Gita Amperiawan has been appointed as the new president director of state-owned aircraft manufacturer Indonesian Aerospace (IAe) effective immediately.

IAe says in a statement the ministry of state-owned enterprises (BUMN) announced, as part of the company’s general meeting of shareholders, to replace with immediate effect Elfien Goentoro – who has been IAe president director since 2017 – with Gita Amperiawan.

Gita Amperiawan was previously IAe director of commerce, technology and development, the statement says.

According to IAe’s website, Gita Amperiawan has a PhD in philosophy from the UK’s Cranfield University and a bachelor’s degree from the Bandung Institute of Technology.

He was formerly the head of defense technology, a sub-directorate of the ministry of defense, and also served as an Indonesian Air Force Commander of the maintenance unit.

Feature picture, from Jakarta Post and Arya Dipa, shows the N219 test airctaft taking off from Bandung airport.

Editor’s comments: Indonesian media has reported that the minister for state-owned enterprises Erick Thohir was behind the decision to replace Elfien Goentoro.

The minister’s remit is to turnaround Indonesia’s loss-making state-owned businesses, which continue to play a large part in Indonesia’s economy.

IAe reported a profit of US$10.6 million in 2019, following a loss in 2018. But it is understood that IAe, like many Indonesian state-owned enterprises, has been in the red since 2020, ever since the pandemic took hold.
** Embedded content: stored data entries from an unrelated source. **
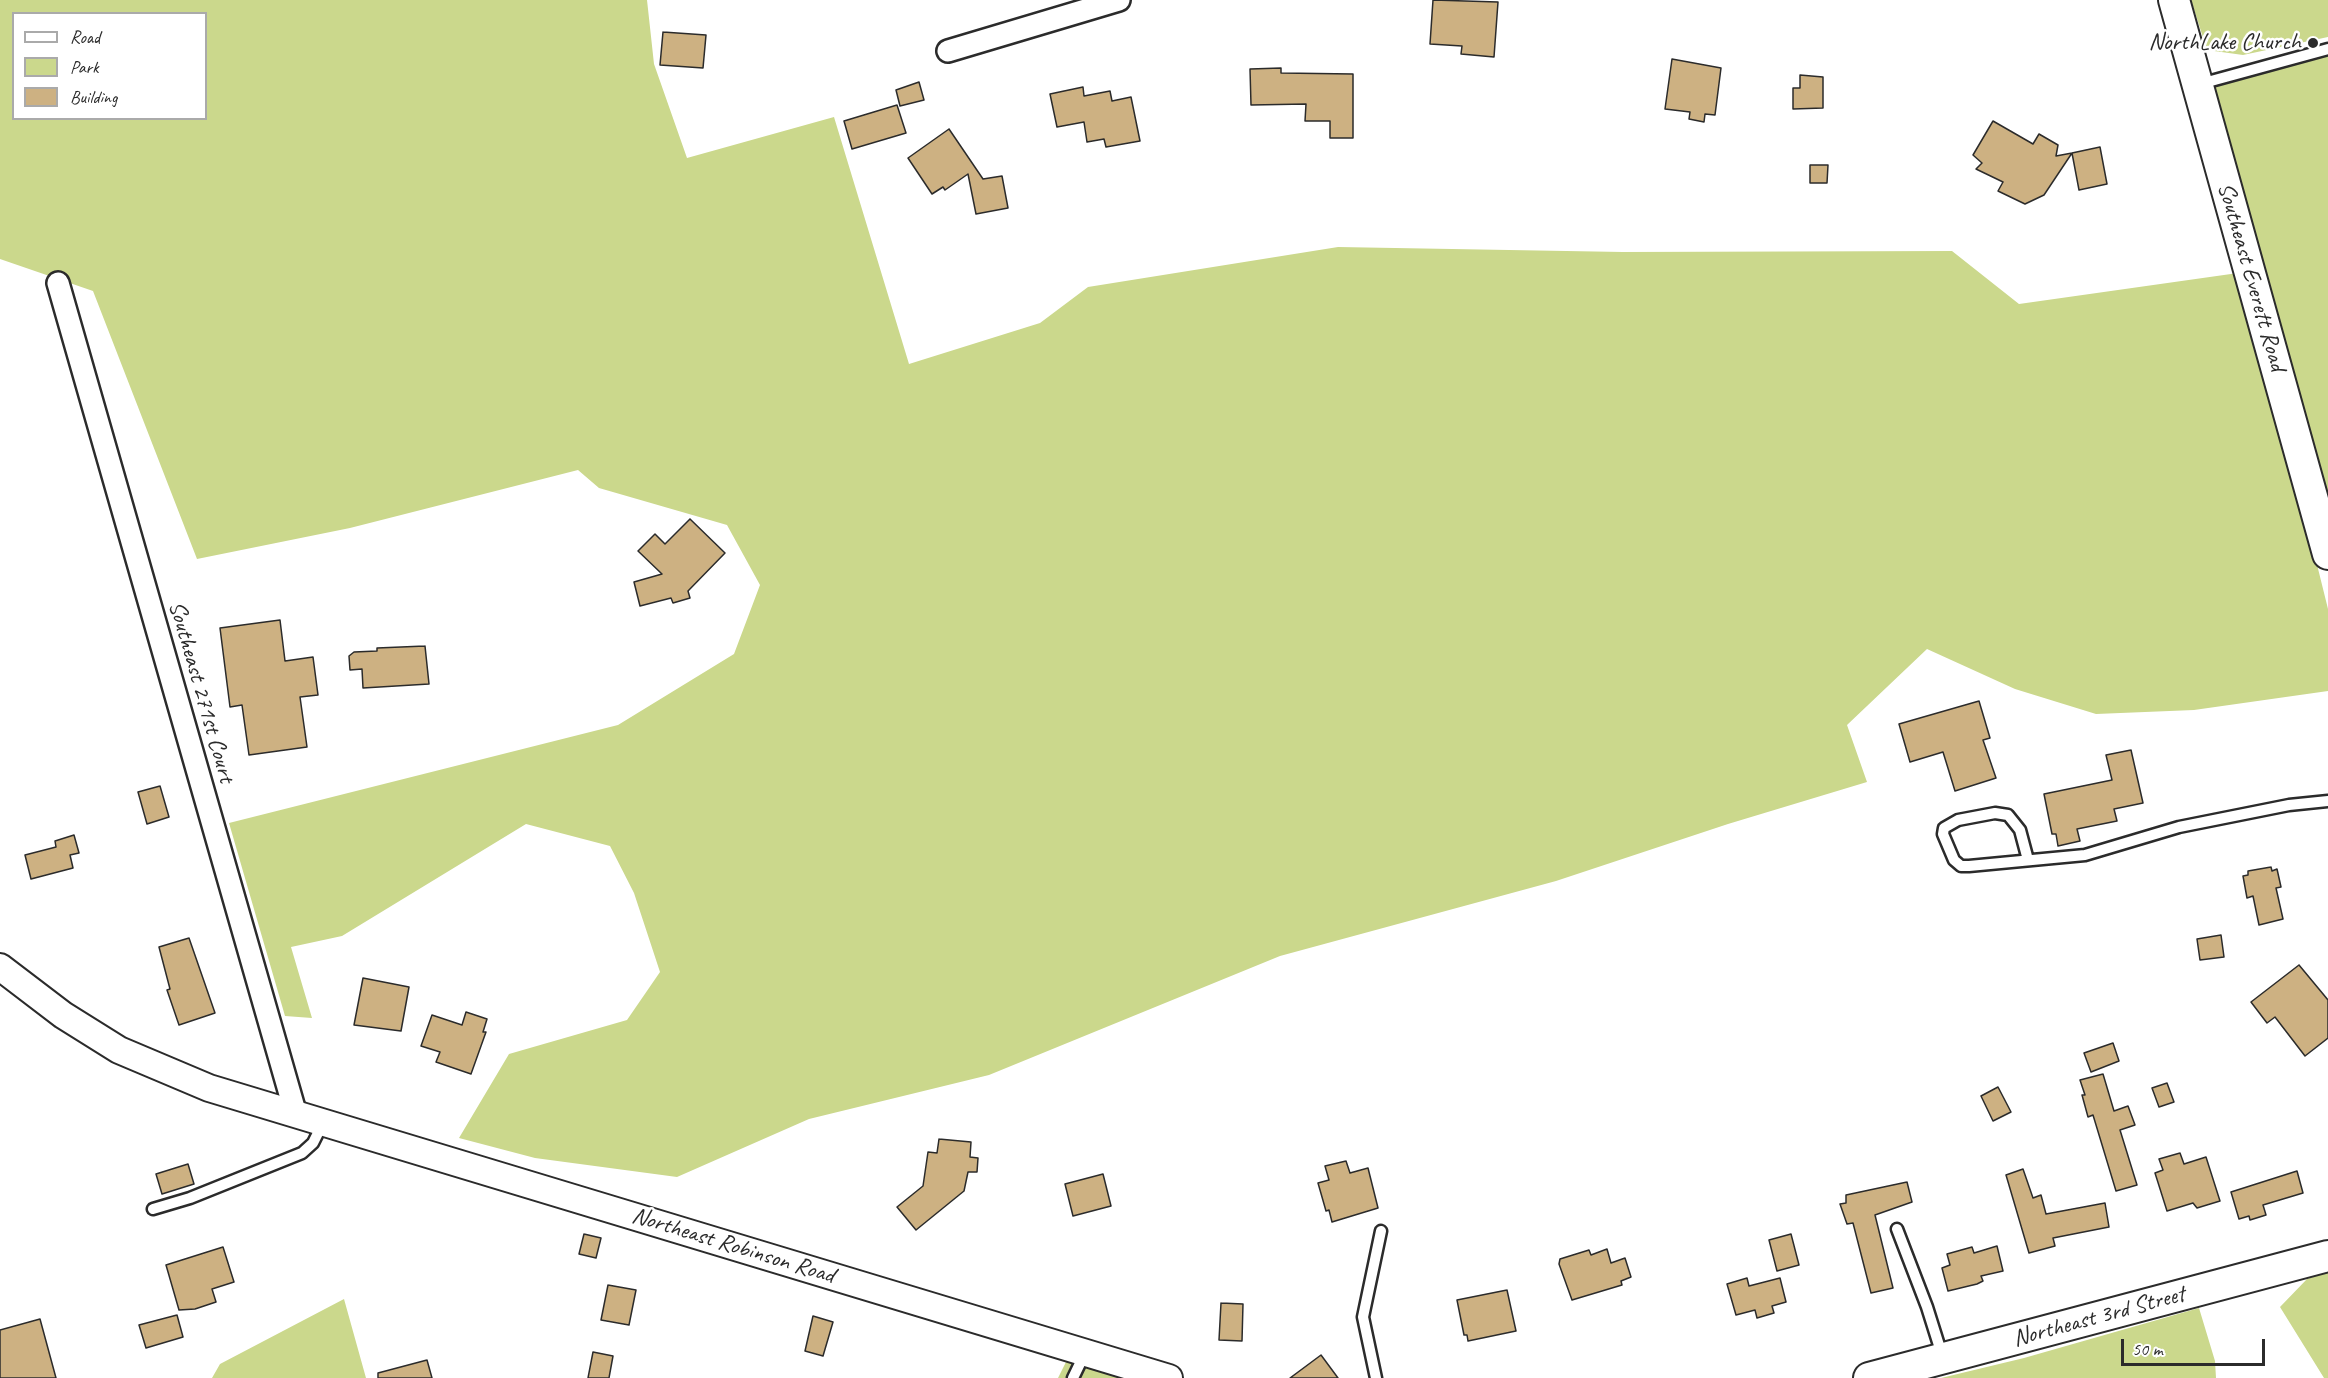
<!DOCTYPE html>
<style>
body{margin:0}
#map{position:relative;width:2328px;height:1378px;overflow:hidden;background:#fff;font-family:Caveat,sans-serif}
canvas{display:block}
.legend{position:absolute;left:12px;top:12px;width:195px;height:108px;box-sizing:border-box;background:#fff;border:2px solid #aaa;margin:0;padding:8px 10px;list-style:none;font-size:18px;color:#2b2b2b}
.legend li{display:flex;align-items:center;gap:12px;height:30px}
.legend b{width:30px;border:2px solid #aaa}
.scale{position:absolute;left:2121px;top:1339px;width:144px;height:27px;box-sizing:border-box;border:3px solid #2b2b2b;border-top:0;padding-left:8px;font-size:18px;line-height:21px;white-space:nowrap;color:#2b2b2b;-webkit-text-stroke:4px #fff;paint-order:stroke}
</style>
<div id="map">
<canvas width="2328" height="1378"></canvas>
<ul class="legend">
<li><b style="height:8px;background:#fff"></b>Road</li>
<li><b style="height:16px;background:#cbd88c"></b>Park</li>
<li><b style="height:16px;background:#cdb182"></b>Building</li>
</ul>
<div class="scale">50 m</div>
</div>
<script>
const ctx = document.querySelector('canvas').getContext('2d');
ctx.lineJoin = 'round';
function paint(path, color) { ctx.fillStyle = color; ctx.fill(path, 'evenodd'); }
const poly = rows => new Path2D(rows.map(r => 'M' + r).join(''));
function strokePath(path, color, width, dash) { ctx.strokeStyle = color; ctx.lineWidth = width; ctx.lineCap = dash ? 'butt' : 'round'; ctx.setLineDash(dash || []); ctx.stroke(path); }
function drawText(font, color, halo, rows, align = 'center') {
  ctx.font = font + ' Caveat,sans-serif'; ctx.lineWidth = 5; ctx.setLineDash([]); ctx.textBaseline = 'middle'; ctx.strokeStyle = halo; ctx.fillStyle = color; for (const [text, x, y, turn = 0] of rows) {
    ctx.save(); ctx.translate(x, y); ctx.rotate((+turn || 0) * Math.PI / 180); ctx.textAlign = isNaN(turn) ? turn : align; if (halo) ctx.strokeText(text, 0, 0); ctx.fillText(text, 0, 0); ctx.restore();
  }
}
paint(poly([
 [0,0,647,0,654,64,687,158,834,117,909,364,1040,323,1088,287,1338,247,1623,252,1952,251,2019,304,2238,273,2302,504,2328,609,2328,691,2194,710,2096,714,2015,689,1927,649,1847,725,1867,782,1728,824,1556,881,1280,956,989,1075,809,1119,677,1177,535,1158,459,1138,509,1054,627,1020,660,972,634,893,610,846,526,824,342,936,291,947,312,1018,285,1016,229,823,618,725,734,654,760,585,727,525,599,488,578,470,350,528,197,559,93,291,0,259],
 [14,14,206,14,206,118,14,118],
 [2191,0,2328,0,2328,37,2243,55,2207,50],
 [2328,55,2328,508,2209,87],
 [2328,1272,2328,1378,2324,1378,2280,1307,2307,1279],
 [344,1299,366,1378,212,1378,220,1364],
 [2199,1308,2215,1361,2216,1378,1941,1378,2024,1358],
 [1070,1354,1137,1378,1058,1378]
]), '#cbd88c');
const building = poly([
 [1433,0,1498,2,1494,57,1461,54,1462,46,1430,44,1433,0],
 [663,32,706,35,703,68,660,65,663,32],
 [1672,59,1721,68,1715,115,1705,114,1704,122,1689,119,1690,112,1665,109,1672,59],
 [1281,68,1281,73,1353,74,1353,138,1330,138,1330,121,1305,121,1306,104,1251,105,1250,69,1281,68],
 [1800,75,1823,77,1823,108,1793,109,1793,88,1800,88,1800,75],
 [919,82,924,100,900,106,896,90,919,82],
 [1083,87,1084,96,1110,91,1112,101,1131,97,1140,141,1106,147,1104,139,1087,142,1084,122,1057,127,1050,94,1083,87],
 [897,105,906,133,852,149,844,121,897,105],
 [1993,121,2033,144,2039,134,2058,145,2056,156,2072,153,2044,195,2025,204,1998,191,2003,182,1976,169,1982,163,1973,155,1993,121],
 [949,129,983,179,1002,176,1008,208,976,214,968,174,945,190,943,187,932,194,908,158,949,129],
 [2100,147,2107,184,2079,190,2072,153,2100,147],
 [1810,165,1828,165,1827,183,1810,183,1810,165],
 [690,519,725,553,688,591,690,598,673,603,671,598,640,606,634,582,662,574,638,551,655,534,665,544,690,519],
 [280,620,285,661,313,657,318,695,300,697,307,747,249,755,242,705,230,707,220,628,280,620],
 [425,646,429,684,363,688,362,669,350,670,349,656,354,652,377,651,377,648,425,646],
 [1979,701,1990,738,1983,740,1996,778,1955,791,1943,752,1910,762,1899,724,1979,701],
 [2131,750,2143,803,2114,809,2117,821,2077,829,2080,841,2058,846,2056,834,2052,834,2044,794,2112,780,2106,755,2131,750],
 [160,786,169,817,147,824,138,792,160,786],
 [74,835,79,853,70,855,73,868,31,879,25,855,56,847,55,841,74,835],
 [2271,867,2272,871,2277,869,2281,887,2276,888,2283,919,2259,925,2253,896,2247,898,2243,876,2248,875,2248,871,2271,867],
 [2221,935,2224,957,2200,960,2197,939,2221,935],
 [189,938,215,1013,179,1025,167,990,170,989,159,947,189,938],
 [2299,965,2328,1000,2328,1038,2305,1056,2275,1017,2267,1023,2251,1002,2299,965],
 [363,978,409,987,401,1031,354,1025,363,978],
 [466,1012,487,1019,483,1032,486,1032,471,1074,436,1062,440,1052,421,1046,432,1015,462,1025,466,1012],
 [2113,1043,2119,1061,2091,1072,2084,1053,2113,1043],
 [2103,1074,2114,1111,2128,1106,2135,1125,2120,1130,2137,1185,2116,1191,2093,1115,2088,1117,2082,1095,2085,1095,2080,1080,2103,1074],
 [2167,1083,2174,1102,2159,1107,2152,1088,2167,1083],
 [1998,1087,2011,1112,1993,1121,1981,1096,1998,1087],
 [939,1139,971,1142,970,1157,978,1158,977,1172,968,1172,964,1191,916,1230,897,1207,923,1186,928,1152,937,1153,939,1139],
 [2180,1153,2184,1164,2206,1157,2220,1201,2197,1208,2193,1203,2167,1211,2155,1173,2163,1170,2159,1159,2180,1153],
 [1346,1161,1350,1173,1368,1168,1378,1208,1332,1222,1329,1210,1326,1211,1318,1183,1329,1180,1325,1166,1346,1161],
 [188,1164,194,1184,162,1194,156,1174,188,1164],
 [2023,1169,2033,1198,2041,1195,2046,1214,2105,1203,2109,1227,2053,1238,2055,1246,2029,1253,2006,1175,2023,1169],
 [2297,1171,2303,1193,2263,1205,2266,1215,2250,1220,2249,1216,2239,1219,2231,1192,2297,1171],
 [1103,1174,1111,1206,1073,1216,1065,1184,1103,1174],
 [1907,1182,1912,1202,1875,1215,1893,1288,1871,1293,1853,1223,1847,1224,1840,1204,1846,1203,1846,1195,1907,1182],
 [584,1234,601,1238,596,1258,579,1254,584,1234],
 [1791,1234,1799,1265,1777,1271,1769,1240,1791,1234],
 [1997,1246,2003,1271,1981,1276,1983,1281,1977,1284,1948,1291,1942,1268,1950,1265,1947,1254,1972,1247,1974,1253,1997,1246],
 [223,1247,234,1282,212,1289,216,1302,195,1309,179,1310,166,1265,223,1247],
 [1607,1249,1611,1263,1625,1258,1631,1277,1621,1281,1622,1285,1572,1300,1559,1264,1560,1259,1589,1250,1591,1255,1607,1249],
 [1747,1278,1749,1286,1780,1278,1786,1302,1772,1306,1774,1313,1757,1318,1755,1310,1736,1315,1727,1284,1747,1278],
 [608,1285,636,1290,629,1325,601,1320,608,1285],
 [1507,1290,1516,1331,1468,1341,1467,1335,1464,1335,1457,1300,1507,1290],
 [1221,1303,1243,1304,1242,1341,1219,1340,1221,1303],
 [177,1315,183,1337,146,1348,139,1325,177,1315],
 [813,1316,833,1322,823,1356,805,1351,813,1316],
 [40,1319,56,1378,0,1378,0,1330,40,1319],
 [593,1352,613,1356,609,1378,588,1378,593,1352],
 [1321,1355,1338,1378,1290,1378,1321,1355],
 [427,1360,432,1378,378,1378,378,1373,427,1360]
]);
paint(building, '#cdb182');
strokePath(building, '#2b2b2b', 1.5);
const service = poly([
 [2200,84,2328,49],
 [2028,860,2020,830,2008,815,1995,813,1958,820,1944,828,1943,834,1954,860,1961,866,1969,866,2085,855,2179,827,2289,805,2328,801],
 [153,1209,190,1198,302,1153,313,1143,323,1123],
 [1897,1229,1927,1307,1943,1358],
 [1073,1378,1086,1351],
 [1376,1378,1363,1317,1381,1231]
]);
const minor = poly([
 [948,51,1119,0],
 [58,283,296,1115]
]);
const tertiary = poly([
 [0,967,63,1015,119,1050,209,1088,1169,1378]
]);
const secondary = poly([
 [2174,0,2328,554],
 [1869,1378,2328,1256]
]);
strokePath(service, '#2b2b2b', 15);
strokePath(minor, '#2b2b2b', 26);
strokePath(tertiary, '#2b2b2b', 30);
strokePath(secondary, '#2b2b2b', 34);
strokePath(service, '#fff', 10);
strokePath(minor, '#fff', 21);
strokePath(tertiary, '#fff', 26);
strokePath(secondary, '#fff', 30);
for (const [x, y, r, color] of [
 [2313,43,6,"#2b2b2b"]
]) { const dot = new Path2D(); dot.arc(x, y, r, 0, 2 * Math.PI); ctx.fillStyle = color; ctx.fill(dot); strokePath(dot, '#fff', 2); }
drawText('24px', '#2b2b2b', '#fff', [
 ["NorthLake Church",2301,43]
], 'right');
drawText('24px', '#2b2b2b', '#fff', [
 ["Southeast Everett Road",2251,277,74],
 ["Southeast 271st Court",201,692,74],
 ["Northeast Robinson Road",733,1246,17],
 ["Northeast 3rd Street",2099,1317,-15]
]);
</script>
IAe, like many state-owned enterprises, has been propped up by the government. The ministry of finance disclosed in December that for the period 2005-21 it has injected 695.6 trillion rupiah (US$48 billion) into the country’s state-owned enterprises and public service agencies, of which IAe received 3.99 trillion rupiah (US$280 million).  

IAe has faced some recent set-backs. It successfully developed and certified the N219, a new 19-seat turboprop aircraft. The aircraft gained Indonesian certification at the end of 2020.

The certification itself was an achievement as the N219 marks the first time that Indonesia’s Directorate General of Civil Aviation (DGCA) has certified an aircraft from scratch. Prior to the N219, the DGCA had only validated certifications that had already been issued overseas, such as European Aviation Safety Agency (EASA) certification.  

It is understood that the DGCA put in a lot of time and resources – including establishing an aircraft certification office in Bandung, where IAe is based – to successfully carry out a thorough certification of the N219 in line with international standards.

Once certified it is only logical that the N219 would then go into commercial production. But that has not been the case. IAe has said publicly it needs more state money to get the production line up and running.